„¿QUÉ PASA SI MUERO?“
Michael
Me crié en una familia atea. Por lo que a mí respectaba, Dios no era importante para mí durante mi infancia. Y, sin embargo, ya de niño tenía una pregunta para la que, sin Dios, solo hay una mala respuesta: ¿qué pasa cuando muera? Para mí, la idea de estar vivo era sencillamente abrumadora. Me maravillaba ante el milagro de la vida. Me fascinaba poder pensar y sentir. Pero la idea de que, en algún momento, dejara de existir para siempre me resultaba simplemente terrible. Me sentía tan pequeño. ¡Una vida tan breve en un tiempo infinito, en un pequeño planeta en un universo infinito! Pero el ateísmo no podía darme una respuesta mejor. Para mí, la muerte era el inevitable agujero negro.
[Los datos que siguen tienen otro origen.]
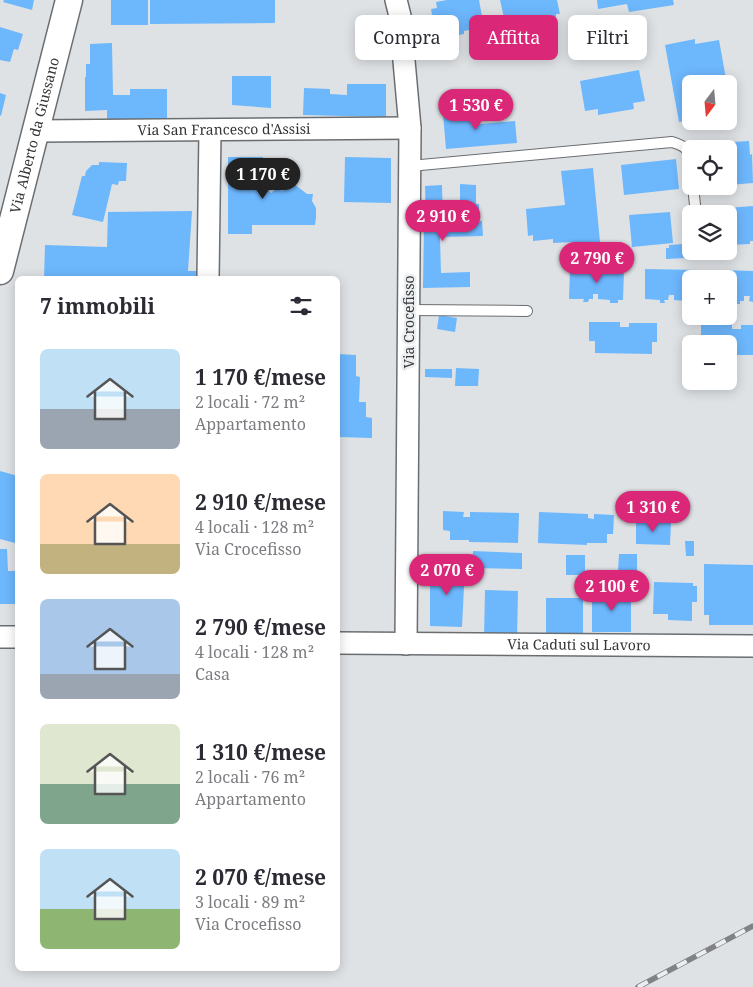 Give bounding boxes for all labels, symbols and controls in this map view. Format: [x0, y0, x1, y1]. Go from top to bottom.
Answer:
chip: Compra [355, 15, 459, 60]
chip: Affitta [469, 15, 558, 60]
chip: Filtri [568, 15, 647, 60]
street label: Via Alberto da Giussano [5, 55, 63, 215]
north arrow [682, 75, 738, 130]
map controls [682, 75, 737, 390]
pin: 1 530 € [430, 88, 522, 131]
text: 1 530 € [449, 94, 503, 116]
street label: Via San Francesco d'Assisi [137, 119, 311, 139]
button: locate [682, 140, 737, 195]
pin: 1 170 € [217, 158, 309, 200]
text: 1 170 € [236, 163, 290, 185]
pin: 2 910 € [397, 200, 489, 242]
text: 2 910 € [416, 205, 470, 227]
button: layers [682, 205, 737, 260]
pin: 2 790 € [551, 242, 643, 284]
text: 2 790 € [570, 247, 624, 269]
button: + [682, 270, 737, 325]
street label: Via Crocefisso [399, 275, 418, 369]
text: 7 immobili [40, 292, 155, 320]
icon: filters [287, 292, 315, 320]
button: − [682, 335, 737, 390]
text: 1 170 €/mese [195, 363, 326, 391]
icon: home [80, 369, 140, 429]
text: 2 locali · 72 m² [195, 391, 305, 413]
text: Appartamento [195, 413, 306, 435]
text: 2 910 €/mese [195, 488, 326, 516]
pin: 1 310 € [607, 490, 699, 533]
icon: home [80, 494, 140, 554]
text: 1 310 € [626, 496, 680, 518]
text: 4 locali · 128 m² [195, 516, 314, 538]
text: Via Crocefisso [195, 538, 301, 560]
pin: 2 070 € [401, 554, 493, 596]
text: 2 070 € [420, 559, 474, 581]
pin: 2 100 € [566, 570, 658, 612]
text: 2 100 € [585, 575, 639, 597]
text: 2 790 €/mese [195, 613, 326, 641]
icon: home [80, 619, 140, 679]
street label: Via Caduti sul Lavoro [507, 634, 651, 654]
text: 4 locali · 128 m² [195, 641, 314, 663]
text: Casa [195, 663, 230, 685]
text: 1 310 €/mese [195, 738, 326, 766]
icon: home [80, 744, 140, 804]
text: 2 locali · 76 m² [195, 766, 305, 788]
text: Appartamento [195, 788, 306, 810]
text: 2 070 €/mese [195, 863, 326, 891]
icon: home [80, 869, 140, 929]
text: 3 locali · 89 m² [195, 891, 305, 913]
text: Via Crocefisso [195, 913, 301, 935]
Cuando tenía 18 años, ocurrió algo que cambió mi vida de forma radical. Un amigo me invitó a una reunión de jóvenes cristianos. Tenía curiosidad y estaba abierto a ello. Allí viví algo que nunca antes había experimentado. Los jóvenes tenían entre ellos una comunión tan cordial que me atrajo mucho. Hasta entonces, el cristianismo no era una opción para mí. De hecho, antes tenía incluso argumentos en contra de la existencia de Dios. La fe era algo para personas mayores y niños pequeños, pero no para mí. Pero, de repente, vi a unos jóvenes inteligentes y entrañables que se tomaban en serio su fe y la vivían de verdad. Eso despertó mi curiosidad. Empecé a leer la Biblia y me cautivó de verdad. Me entusiasmaron especialmente las profecías de la Biblia sobre el futuro. En la Biblia hay afirmaciones muy concretas sobre el futuro que se escribieron muchos siglos antes de que se cumplieran. Eso se puede comprobar de verdad. Me di cuenta de que ningún ser humano puede tener tal conocimiento sobre el futuro. Que tenía que haber un Dios detrás de todo eso.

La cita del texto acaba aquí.